# Relations in a set

• Sep 5th 2010, 08:10 AM
atreyyu
Relations in a set
Hello,
Given is a positive integer \$\displaystyle k\$. Prove that out of every set of integers which has more than \$\displaystyle 3^k\$ elements one can pick out a sub-set \$\displaystyle S\$ with \$\displaystyle k+1\$ elements and the following quality:
for any two subsets \$\displaystyle A,B\subseteq S\$ the sum of all elements in A is different from the sum of all elements in B.

I've been trying to play with base-system representation for a while but it leads me nowhere.
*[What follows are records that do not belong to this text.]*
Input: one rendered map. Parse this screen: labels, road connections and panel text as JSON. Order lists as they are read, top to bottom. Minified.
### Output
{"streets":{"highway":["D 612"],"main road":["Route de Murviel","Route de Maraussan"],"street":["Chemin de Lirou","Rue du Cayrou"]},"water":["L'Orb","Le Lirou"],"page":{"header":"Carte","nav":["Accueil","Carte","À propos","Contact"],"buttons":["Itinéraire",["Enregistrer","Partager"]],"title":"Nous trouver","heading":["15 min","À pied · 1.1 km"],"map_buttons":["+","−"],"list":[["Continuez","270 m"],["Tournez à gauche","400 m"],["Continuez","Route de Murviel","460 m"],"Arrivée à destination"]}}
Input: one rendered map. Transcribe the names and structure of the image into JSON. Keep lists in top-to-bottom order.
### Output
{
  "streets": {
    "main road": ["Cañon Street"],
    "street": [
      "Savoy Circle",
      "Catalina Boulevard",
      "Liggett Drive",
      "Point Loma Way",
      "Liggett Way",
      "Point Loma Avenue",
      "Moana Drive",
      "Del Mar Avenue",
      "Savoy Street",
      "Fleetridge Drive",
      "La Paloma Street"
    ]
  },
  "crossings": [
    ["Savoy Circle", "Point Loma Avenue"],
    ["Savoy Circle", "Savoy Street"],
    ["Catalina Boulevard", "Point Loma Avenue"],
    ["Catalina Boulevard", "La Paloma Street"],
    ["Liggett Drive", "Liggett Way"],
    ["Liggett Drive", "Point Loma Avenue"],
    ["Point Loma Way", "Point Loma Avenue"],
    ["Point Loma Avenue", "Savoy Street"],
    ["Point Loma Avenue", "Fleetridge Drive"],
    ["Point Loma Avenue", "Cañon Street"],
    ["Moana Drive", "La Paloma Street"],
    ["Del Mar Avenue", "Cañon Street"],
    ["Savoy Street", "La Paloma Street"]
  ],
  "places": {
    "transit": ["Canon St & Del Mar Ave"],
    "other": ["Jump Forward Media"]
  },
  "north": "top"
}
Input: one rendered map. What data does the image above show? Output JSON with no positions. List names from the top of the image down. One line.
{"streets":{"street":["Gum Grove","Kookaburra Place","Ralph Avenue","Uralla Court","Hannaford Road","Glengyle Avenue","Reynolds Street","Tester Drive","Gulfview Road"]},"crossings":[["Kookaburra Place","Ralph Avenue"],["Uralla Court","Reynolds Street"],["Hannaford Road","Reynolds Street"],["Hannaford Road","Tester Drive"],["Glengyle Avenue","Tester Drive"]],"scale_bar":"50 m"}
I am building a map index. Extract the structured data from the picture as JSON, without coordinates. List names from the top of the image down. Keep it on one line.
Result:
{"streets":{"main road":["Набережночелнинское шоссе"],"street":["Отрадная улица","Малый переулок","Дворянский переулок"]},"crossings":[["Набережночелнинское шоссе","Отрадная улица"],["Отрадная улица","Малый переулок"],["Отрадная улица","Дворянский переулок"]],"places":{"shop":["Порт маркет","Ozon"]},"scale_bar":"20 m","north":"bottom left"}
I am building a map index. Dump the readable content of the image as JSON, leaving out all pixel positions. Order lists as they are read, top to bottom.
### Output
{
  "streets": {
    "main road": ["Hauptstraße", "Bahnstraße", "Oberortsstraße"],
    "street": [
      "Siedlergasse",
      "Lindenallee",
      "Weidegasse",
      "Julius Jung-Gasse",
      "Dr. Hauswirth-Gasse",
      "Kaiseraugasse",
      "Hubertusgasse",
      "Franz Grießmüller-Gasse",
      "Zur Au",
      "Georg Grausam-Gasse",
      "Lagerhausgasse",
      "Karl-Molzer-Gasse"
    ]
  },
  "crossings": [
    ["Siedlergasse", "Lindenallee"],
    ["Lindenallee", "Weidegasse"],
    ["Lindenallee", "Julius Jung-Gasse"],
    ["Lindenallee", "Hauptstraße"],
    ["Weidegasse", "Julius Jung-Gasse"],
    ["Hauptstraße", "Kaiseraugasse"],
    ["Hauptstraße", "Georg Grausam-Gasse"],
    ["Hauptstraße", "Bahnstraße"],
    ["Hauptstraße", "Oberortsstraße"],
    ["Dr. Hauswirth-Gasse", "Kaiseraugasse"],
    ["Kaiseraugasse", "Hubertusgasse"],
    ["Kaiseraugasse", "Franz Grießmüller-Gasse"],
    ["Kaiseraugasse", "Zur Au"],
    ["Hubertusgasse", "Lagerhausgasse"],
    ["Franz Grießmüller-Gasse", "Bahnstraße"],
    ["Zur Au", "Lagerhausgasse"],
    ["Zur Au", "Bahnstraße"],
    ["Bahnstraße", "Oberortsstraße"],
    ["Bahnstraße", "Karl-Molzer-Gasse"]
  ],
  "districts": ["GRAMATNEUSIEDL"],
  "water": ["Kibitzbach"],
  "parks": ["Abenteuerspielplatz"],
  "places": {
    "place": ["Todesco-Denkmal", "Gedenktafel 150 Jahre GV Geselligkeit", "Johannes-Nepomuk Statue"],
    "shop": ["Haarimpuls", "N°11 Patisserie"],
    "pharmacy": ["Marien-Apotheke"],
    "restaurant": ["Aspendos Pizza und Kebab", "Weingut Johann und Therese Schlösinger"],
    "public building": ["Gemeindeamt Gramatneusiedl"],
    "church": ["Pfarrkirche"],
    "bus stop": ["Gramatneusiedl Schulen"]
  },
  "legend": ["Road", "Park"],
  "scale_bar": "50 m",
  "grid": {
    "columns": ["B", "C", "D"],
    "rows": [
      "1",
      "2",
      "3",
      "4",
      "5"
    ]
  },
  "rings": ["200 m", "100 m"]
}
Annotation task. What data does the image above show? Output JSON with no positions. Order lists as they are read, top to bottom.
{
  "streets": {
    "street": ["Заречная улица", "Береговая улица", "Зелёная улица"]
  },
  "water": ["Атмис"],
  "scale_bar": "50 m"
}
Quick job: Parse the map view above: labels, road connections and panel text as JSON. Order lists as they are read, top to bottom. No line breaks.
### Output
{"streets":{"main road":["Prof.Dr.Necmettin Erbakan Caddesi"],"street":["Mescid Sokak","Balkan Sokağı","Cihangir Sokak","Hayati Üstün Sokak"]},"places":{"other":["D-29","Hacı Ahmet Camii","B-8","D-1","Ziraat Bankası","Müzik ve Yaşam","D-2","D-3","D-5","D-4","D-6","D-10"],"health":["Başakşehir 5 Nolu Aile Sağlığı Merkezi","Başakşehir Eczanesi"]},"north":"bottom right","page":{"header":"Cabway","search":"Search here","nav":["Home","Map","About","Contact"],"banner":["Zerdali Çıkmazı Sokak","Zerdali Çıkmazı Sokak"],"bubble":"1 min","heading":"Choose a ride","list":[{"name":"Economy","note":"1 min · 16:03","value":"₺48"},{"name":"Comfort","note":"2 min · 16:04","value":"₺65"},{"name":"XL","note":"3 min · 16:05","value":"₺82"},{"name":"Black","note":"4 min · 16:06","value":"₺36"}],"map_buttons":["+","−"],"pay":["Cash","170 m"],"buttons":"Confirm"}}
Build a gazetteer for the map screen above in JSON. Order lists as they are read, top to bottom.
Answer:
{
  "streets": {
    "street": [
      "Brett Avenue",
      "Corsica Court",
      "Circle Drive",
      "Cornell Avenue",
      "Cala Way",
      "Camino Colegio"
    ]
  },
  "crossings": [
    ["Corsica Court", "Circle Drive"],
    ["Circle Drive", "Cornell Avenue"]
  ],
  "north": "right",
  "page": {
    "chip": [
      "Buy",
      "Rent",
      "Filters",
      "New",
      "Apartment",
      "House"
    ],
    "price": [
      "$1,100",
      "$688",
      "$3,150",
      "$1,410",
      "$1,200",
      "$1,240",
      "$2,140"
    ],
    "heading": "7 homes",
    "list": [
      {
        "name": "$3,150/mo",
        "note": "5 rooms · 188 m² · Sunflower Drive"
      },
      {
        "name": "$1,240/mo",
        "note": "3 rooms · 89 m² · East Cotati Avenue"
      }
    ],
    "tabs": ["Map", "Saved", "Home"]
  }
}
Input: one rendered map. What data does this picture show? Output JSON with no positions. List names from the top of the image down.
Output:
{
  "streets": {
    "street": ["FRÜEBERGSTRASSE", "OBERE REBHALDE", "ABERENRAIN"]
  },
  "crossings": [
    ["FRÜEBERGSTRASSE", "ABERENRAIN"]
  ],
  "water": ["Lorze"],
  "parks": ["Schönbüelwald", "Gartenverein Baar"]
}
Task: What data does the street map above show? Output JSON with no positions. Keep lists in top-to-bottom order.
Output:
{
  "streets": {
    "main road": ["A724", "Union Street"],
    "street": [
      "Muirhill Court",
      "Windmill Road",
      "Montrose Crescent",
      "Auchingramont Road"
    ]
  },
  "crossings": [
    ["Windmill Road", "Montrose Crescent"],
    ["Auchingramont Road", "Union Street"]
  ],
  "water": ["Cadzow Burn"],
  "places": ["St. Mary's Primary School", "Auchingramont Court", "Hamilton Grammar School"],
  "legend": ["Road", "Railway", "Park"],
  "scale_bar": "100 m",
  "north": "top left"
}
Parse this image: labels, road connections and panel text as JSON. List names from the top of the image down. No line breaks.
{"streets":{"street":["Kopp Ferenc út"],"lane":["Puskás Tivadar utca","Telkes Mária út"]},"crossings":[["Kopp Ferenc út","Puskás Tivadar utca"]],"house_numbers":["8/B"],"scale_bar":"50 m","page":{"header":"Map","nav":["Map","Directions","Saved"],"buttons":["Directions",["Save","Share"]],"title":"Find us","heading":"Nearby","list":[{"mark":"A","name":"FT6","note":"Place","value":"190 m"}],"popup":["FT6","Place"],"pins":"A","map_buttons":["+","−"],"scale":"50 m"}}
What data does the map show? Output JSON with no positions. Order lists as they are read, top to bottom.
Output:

Your help will be appreciated.
• Sep 5th 2010, 10:43 AM
Pim
I'm not sure about this, but I do have an idea about how you could approach this. Maybe you can prove that there is a subset you can make such that all numbers are "out of reach". For example, for k = 3 and the set is all numbers up until 27, the numbers 1, 4, 9 and 27 satisfy S.
Maybe if you order them and pick the \$\displaystyle 3^0\$th, \$\displaystyle 3^1\$th, \$\displaystyle 3^2\$th, \$\displaystyle 3^3\$th, etc. ?
• Sep 5th 2010, 11:42 AM
atreyyu
Ok, but these numbers don't have to start with 1 and increment by 1, they can be any numbers, including negatives.
• Sep 5th 2010, 10:03 PM
Pim
Yeah, I know. Hence the "maybe if you order them".
I have no idea how to actually prove this, but this was something that sprang to mind.